Kilis’te doğdum.
Çocukluk ve ilk gençlik yıllarım bu şirin kette geçti.
Güzel günler, güzel yıllardı.
1950 li 60 lı yıllarda Kilis, kaçakçı kenti olarak tanındı.
Sınır boyundaki kına gibi verimli toprağa döşenen mayınlar, kaçakçıyı yıldırmadı, çözüm olmadı.
Bu “ölüm tarlası” ndan gelip giderken patlayan mayınlar nedeniyle birçok insan ayağını yitirdi, canını verenler de oldu.
Hal böyleyken bile kaçakçının askere silah sıktığını duymadık.
Çoğu patlamış ya da patlatılmış olsa da sınır boyunda hala binlerce mayının bulunduğunu herkes bilir.
O zorlu ve güzel günlerden günümüze gelirsek;
Sınırda artık mayın patlamıyor ama Kilis’te yaşayanların, bomba ve silah seslerinden uykuları kaçıyor.
Kentin göbeğine düşen serseri bombalardan yaralananlar, yaşamını yitirenler var.
Artık Kilisli sabah namazına ezan sesiyle değil, bomba gümbürtüleriyle uyanıyor.
Bu olaylar ne zamana ve nereye kadar sürecek?
İşte o belli değil…
Çünkü egemen güçler, Ortadoğu’nun huzura kavuşmasını istemiyor.

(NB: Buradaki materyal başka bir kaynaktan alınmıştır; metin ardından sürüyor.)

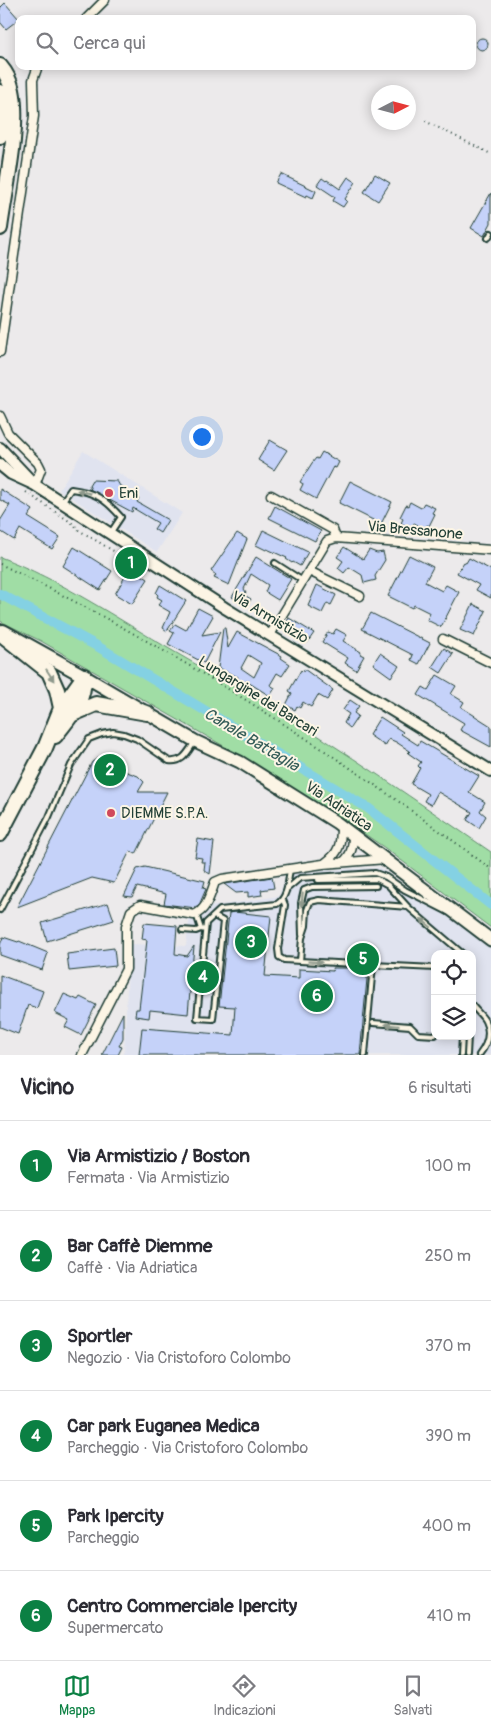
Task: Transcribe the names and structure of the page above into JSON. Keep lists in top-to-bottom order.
{
  "streets": {
    "main road": ["Via Adriatica"],
    "street": ["Via Bressanone", "Via Armistizio"],
    "path": ["Lungargine dei Barcari"]
  },
  "water": ["Canale Battaglia"],
  "places": ["Eni", "DIEMME S.P.A."],
  "north": "right",
  "page": {
    "search": "Cerca qui",
    "pins": [
      "1",
      "2",
      "3",
      "5",
      "4",
      "6"
    ],
    "heading": ["Vicino", "6 risultati"],
    "list": [
      {
        "mark": "1",
        "name": "Via Armistizio / Boston",
        "note": "Fermata · Via Armistizio",
        "value": "100 m"
      },
      {
        "mark": "2",
        "name": "Bar Caffè Diemme",
        "note": "Caffè · Via Adriatica",
        "value": "250 m"
      },
      {
        "mark": "3",
        "name": "Sportler",
        "note": "Negozio · Via Cristoforo Colombo",
        "value": "370 m"
      },
      {
        "mark": "4",
        "name": "Car park Euganea Medica",
        "note": "Parcheggio · Via Cristoforo Colombo",
        "value": "390 m"
      },
      {
        "mark": "5",
        "name": "Park Ipercity",
        "note": "Parcheggio",
        "value": "400 m"
      },
      {
        "mark": "6",
        "name": "Centro Commerciale Ipercity",
        "note": "Supermercato",
        "value": "410 m"
      }
    ],
    "nav": ["Mappa", "Indicazioni", "Salvati"]
  }
}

Suriye’ de Türkiye’ de bu egemen güçlerin taşeronu durumunda olan çeşitli terör örgütlerinin ellerindeki gelişmiş silahları kimler veriyor?

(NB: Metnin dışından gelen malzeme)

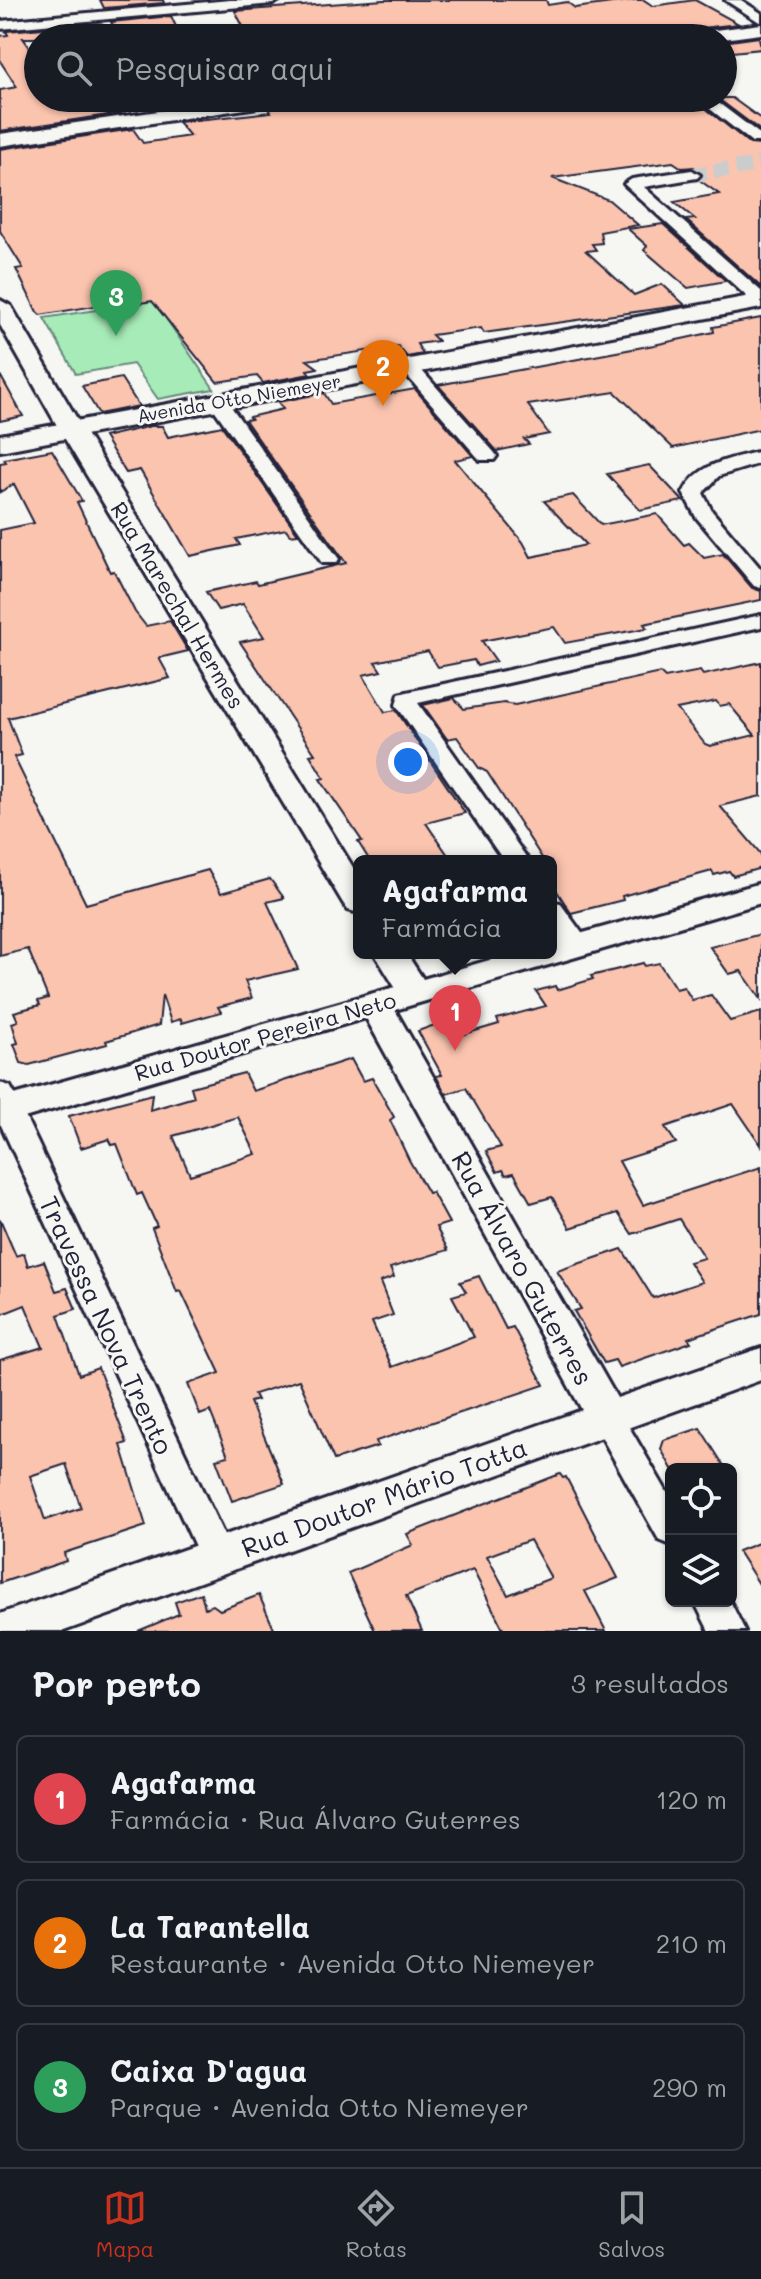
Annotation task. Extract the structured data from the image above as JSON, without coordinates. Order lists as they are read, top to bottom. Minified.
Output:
{"streets":{"main road":["Avenida Otto Niemeyer"],"street":["Rua Marechal Hermes","Rua Doutor Pereira Neto","Rua Álvaro Guterres","Travessa Nova Trento","Rua Doutor Mário Totta"]},"crossings":[["Avenida Otto Niemeyer","Rua Marechal Hermes"],["Rua Doutor Pereira Neto","Rua Álvaro Guterres"],["Rua Doutor Pereira Neto","Travessa Nova Trento"],["Rua Álvaro Guterres","Rua Doutor Mário Totta"],["Travessa Nova Trento","Rua Doutor Mário Totta"]],"page":{"search":"Pesquisar aqui","pins":["3","2","1"],"popup":["Agafarma","Farmácia"],"heading":["Por perto","3 resultados"],"list":[{"mark":"1","name":"Agafarma","note":"Farmácia · Rua Álvaro Guterres","value":"120 m"},{"mark":"2","name":"La Tarantella","note":"Restaurante · Avenida Otto Niemeyer","value":"210 m"},{"mark":"3","name":"Caixa D'agua","note":"Parque · Avenida Otto Niemeyer","value":"290 m"}],"nav":["Mapa","Rotas","Salvos"]}}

Ortadoğu’nun daha da karışmasını isteyenler değil mi?
Daha önce liderini Ankara’da ağıladığımız, çeşitli kere görüştüğümüz, sonra terör örgütü dediğimiz oluşuma, yıllardır dost ve müttefikimiz olduğu söylenen Amerika, “yok, o sizin terör örgütü dediğiniz, bizim desteklediğimiz müttefikimizdir” diyor.
Sonuç olarak cennet ülkeme ve güneyinde, kargaşa içinde yaşayan insanlara yazık oluyor.

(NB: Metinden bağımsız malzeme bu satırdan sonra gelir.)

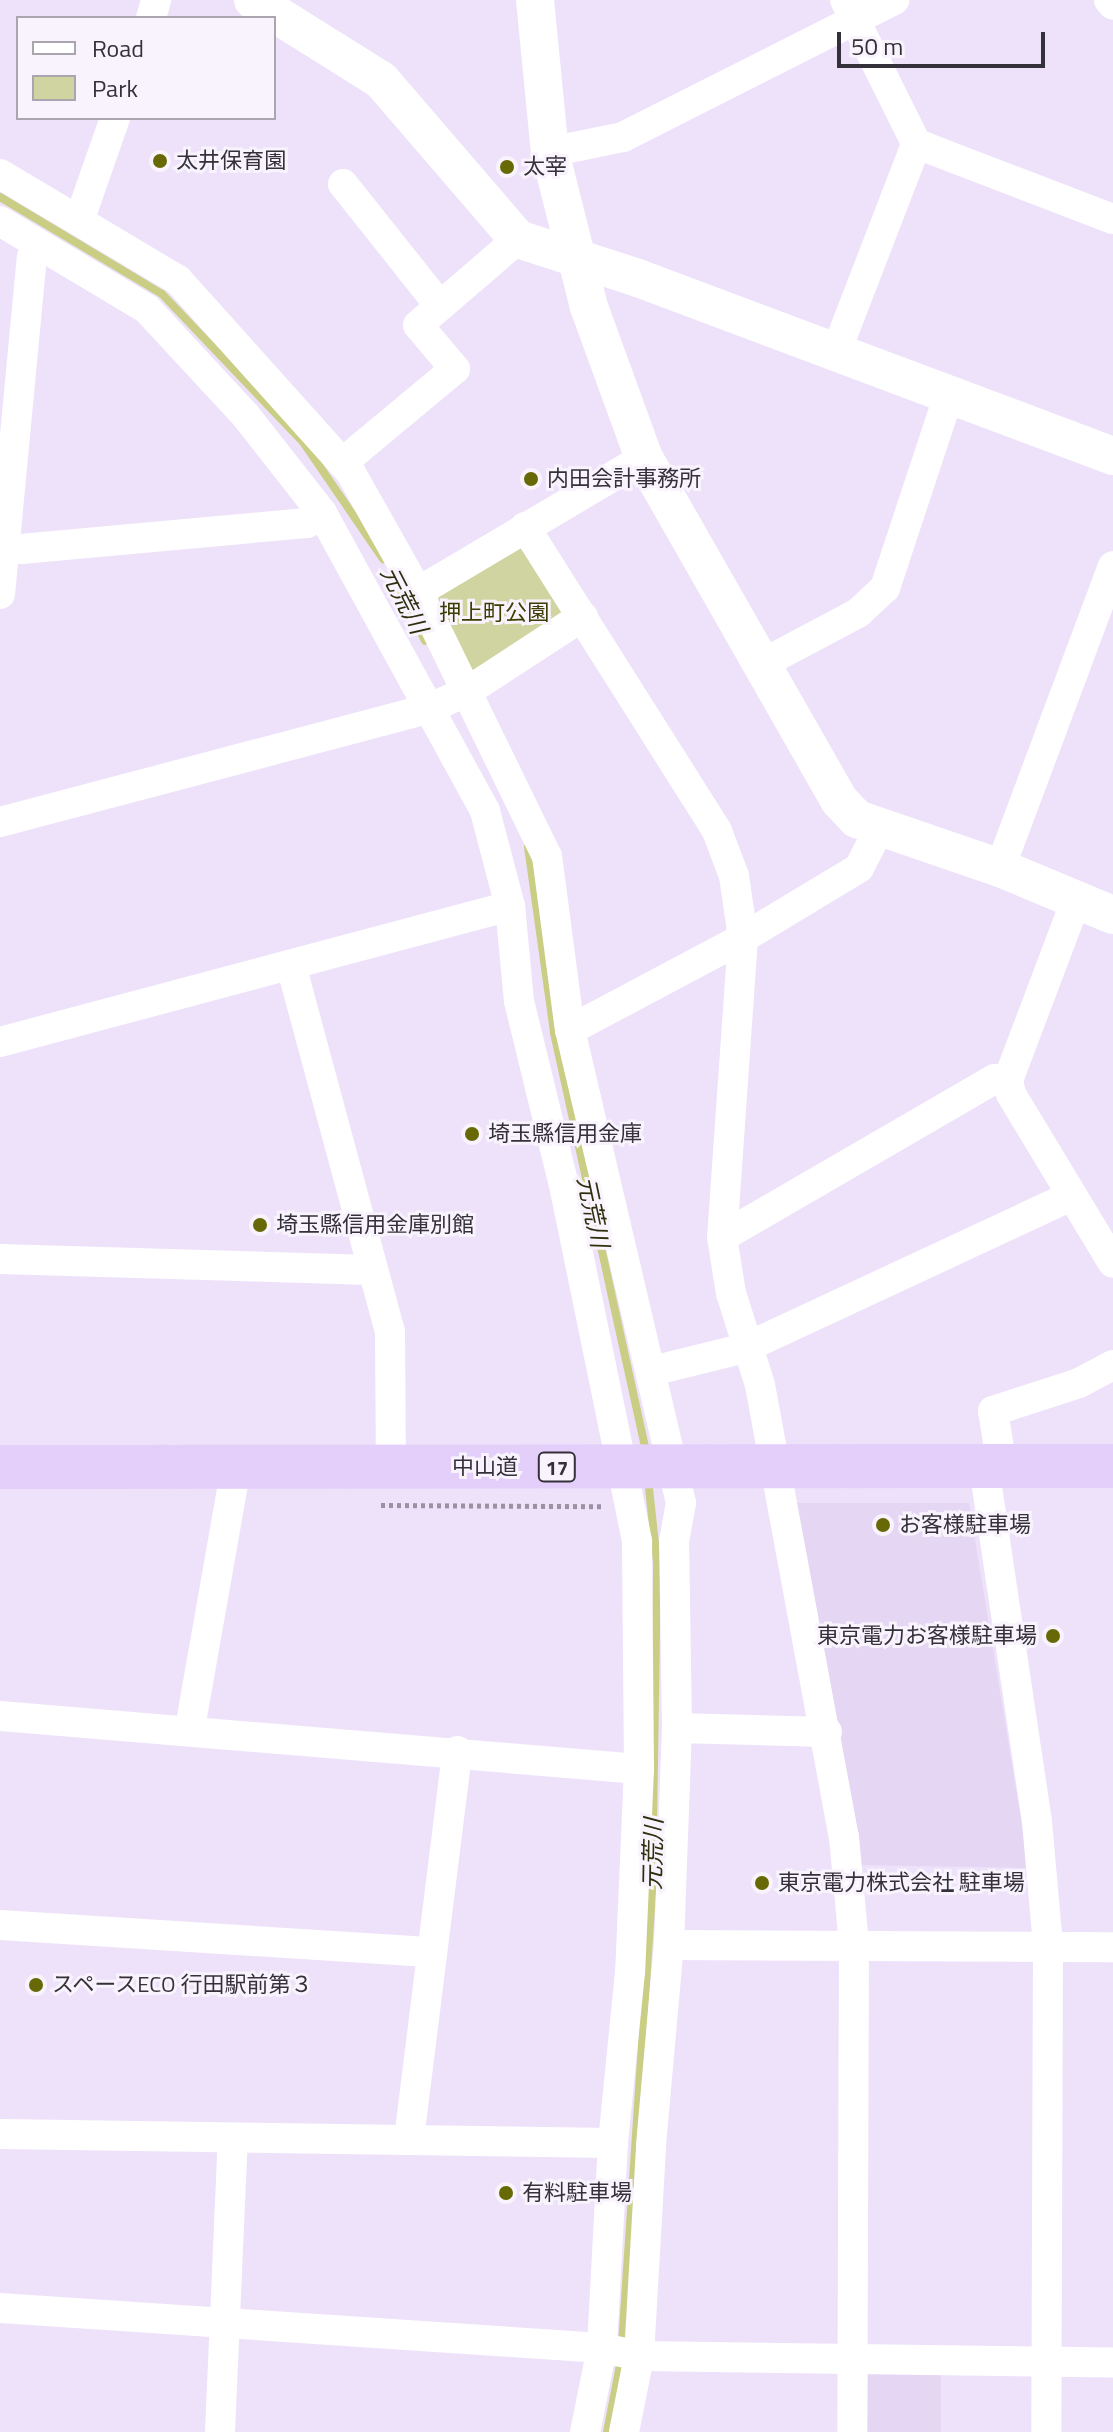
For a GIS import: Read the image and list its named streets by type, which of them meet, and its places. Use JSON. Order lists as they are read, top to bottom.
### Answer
{
  "streets": {
    "highway": ["中山道", "17"]
  },
  "water": ["元荒川"],
  "parks": ["押上町公園"],
  "places": [
    "太井保育園",
    "太宰",
    "内田会計事務所",
    "埼玉縣信用金庫",
    "埼玉縣信用金庫別館",
    "お客様駐車場",
    "東京電力お客様駐車場",
    "東京電力株式会社 駐車場",
    "スペースECO 行田駅前第３",
    "有料駐車場"
  ],
  "legend": ["Road", "Park"],
  "scale_bar": "50 m"
}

Ve bu kargaşanın, yanlış dış politikamız nedeniyle, yakın bir gelecekte bitmeyeceği, bırakın bitmeyi daha da zor günlere doğru koşuşturduğu gün gibi ortada.
Baksanıza, Dış İşleri Bakanı, “kara harekatına girebiliriz, başından beri kara operasyonundan yanayız” diyor, hemen ardından dost ve müttefik(!) Suudi uçakları İncirlik üssüne varıyor.